Only the number is wanted: state how many lines of the data below contain the word "screen".

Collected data
━━━━━━━━━━

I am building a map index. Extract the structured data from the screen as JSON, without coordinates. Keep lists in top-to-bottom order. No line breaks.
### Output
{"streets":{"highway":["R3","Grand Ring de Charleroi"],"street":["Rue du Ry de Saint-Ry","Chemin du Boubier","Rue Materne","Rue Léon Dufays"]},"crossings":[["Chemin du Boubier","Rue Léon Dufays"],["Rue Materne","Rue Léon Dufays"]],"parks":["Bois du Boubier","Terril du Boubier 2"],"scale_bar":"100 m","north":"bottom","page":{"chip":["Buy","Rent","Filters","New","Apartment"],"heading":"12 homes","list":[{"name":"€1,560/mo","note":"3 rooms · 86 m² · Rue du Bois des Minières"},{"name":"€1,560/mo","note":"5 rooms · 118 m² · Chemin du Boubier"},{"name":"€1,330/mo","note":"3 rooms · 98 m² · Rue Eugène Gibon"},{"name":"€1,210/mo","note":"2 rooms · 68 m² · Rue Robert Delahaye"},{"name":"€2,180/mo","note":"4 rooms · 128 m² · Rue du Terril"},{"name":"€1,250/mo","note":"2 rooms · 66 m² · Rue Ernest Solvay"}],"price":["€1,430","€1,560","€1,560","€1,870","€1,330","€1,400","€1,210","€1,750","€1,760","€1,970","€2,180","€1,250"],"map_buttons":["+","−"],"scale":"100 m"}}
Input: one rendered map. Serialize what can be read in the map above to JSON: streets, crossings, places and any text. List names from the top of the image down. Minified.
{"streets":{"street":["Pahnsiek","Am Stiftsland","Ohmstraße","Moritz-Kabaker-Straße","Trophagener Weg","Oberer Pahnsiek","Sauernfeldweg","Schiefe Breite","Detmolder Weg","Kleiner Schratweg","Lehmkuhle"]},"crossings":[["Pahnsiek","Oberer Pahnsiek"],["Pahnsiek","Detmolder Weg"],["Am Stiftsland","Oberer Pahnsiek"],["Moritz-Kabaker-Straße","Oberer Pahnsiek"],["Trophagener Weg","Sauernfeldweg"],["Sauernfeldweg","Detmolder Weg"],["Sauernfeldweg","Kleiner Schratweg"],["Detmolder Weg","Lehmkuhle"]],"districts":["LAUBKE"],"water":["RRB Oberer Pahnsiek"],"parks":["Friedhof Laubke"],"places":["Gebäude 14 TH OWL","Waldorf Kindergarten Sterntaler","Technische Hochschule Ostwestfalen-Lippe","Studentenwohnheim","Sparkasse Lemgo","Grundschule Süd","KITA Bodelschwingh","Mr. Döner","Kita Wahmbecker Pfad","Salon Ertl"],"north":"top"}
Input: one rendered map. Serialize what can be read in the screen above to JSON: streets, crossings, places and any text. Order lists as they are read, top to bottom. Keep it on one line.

━━━━━━━━━━

▶ _Response to this task_: 2